Education Week has launched a new online product aimed at providing more information to education companies about the needs of schools.
EdWeek Market Brief is a membership service that will deliver exclusive data and analysis on the forces shaping school purchasing, especially on educational technology.
“This is something we’ve been talking about doing for quite a while—to develop a product that helps the marketplace make better decisions about serving schools,” said Kevin Bushweller, the executive editor of EdWeek Market Brief. For years, he said, vendors, particularly small- and medium-size ones, have lamented the complex financial, logistical, and bureaucratic landscape that some argue stifles the flow of new ed-tech products and innovative ideas into schools.
The market for digital products in pre-K-12 education is estimated to be some $8 billion annually, with providers of curriculum, assessment, management systems, and other digital tools promoting products to schools.
Bushweller said education leaders often don’t know how to judge the many products marketed to them, while the business community often complains that school districts don’t communicate well about what they need, and that procurement processes can be slow and cumbersome.
EdWeek Market Brief, he said, will be more of a service than simply a Web publication, as the site will offer data such as how the need for products related to the Common Core State Standards varies by region or district size, or where the demand for content to serve English-language learners is greatest.

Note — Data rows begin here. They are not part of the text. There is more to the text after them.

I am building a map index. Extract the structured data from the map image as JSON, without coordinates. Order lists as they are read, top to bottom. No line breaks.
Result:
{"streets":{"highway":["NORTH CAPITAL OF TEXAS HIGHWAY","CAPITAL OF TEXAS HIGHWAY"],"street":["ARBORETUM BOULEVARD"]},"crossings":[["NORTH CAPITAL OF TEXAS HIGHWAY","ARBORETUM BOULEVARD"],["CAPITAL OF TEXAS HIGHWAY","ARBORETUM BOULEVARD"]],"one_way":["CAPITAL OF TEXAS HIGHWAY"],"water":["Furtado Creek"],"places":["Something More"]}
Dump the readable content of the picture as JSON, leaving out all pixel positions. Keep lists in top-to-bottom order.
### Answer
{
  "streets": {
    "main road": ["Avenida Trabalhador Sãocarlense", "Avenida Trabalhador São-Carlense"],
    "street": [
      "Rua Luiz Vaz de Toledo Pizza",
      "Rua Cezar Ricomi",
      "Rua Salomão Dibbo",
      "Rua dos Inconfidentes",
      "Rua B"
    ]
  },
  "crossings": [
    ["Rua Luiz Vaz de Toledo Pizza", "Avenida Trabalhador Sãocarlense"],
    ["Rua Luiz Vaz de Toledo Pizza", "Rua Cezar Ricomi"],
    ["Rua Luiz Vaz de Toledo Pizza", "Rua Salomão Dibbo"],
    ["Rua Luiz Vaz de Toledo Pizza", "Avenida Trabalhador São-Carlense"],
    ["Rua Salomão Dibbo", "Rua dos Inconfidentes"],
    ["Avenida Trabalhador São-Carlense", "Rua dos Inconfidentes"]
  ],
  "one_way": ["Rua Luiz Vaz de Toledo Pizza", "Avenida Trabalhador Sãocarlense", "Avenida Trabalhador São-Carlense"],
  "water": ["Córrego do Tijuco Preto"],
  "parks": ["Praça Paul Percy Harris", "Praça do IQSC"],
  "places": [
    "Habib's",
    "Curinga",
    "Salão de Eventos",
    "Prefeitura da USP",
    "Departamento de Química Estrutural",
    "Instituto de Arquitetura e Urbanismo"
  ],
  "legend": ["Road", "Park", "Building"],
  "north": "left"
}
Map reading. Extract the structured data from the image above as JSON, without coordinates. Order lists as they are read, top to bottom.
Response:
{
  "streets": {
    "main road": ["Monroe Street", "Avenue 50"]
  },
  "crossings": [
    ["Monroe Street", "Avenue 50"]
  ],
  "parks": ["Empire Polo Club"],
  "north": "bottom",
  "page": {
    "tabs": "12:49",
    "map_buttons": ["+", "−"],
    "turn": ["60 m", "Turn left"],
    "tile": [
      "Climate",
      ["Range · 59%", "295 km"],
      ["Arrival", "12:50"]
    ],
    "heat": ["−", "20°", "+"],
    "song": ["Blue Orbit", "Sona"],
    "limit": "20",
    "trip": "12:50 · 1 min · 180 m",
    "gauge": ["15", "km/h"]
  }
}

“This is original data analysis about subjects that players in the market care about,” Bushweller said.
The service—available at marketbrief.edweek.org—is a collaboration between Education Week‘s editorial team and its research unit. Preliminary work on the service was supported, in part, by the Bill & Melinda Gates Foundation.
Among the initial content on the site is a report about how school districts are seeking more-customized professional-development offerings, by Contributing Writer Michelle R. Davis; an interview by Associate Editor Sean Cavanagh with two leaders of the District of Columbia school system about how companies can best pilot-test their products in schools; and a report by Staff Writer Michele Molnar on the business opportunities created by the billions of new dollars flowing into the federal E-rate program.
The new service represents a move by Education Week “to dip its toe into the waters of premium products,” Bushweller said. The charter membership fee is $795 a year per person, though discounts are available for multiple memberships in one organization.
The service is the latest foray for Education Week into new arenas. In August, its the Bethesda, Md.-based nonprofit publisher, Editorial Projects in Education, acquired Learning Matters TV, the video-production company founded by longtime PBS correspondent John Merrow. The move has allowed Education Week to expand its video storytelling and move into broadcast-quality coverage of education, including producing segments for the “PBS NewsHour.”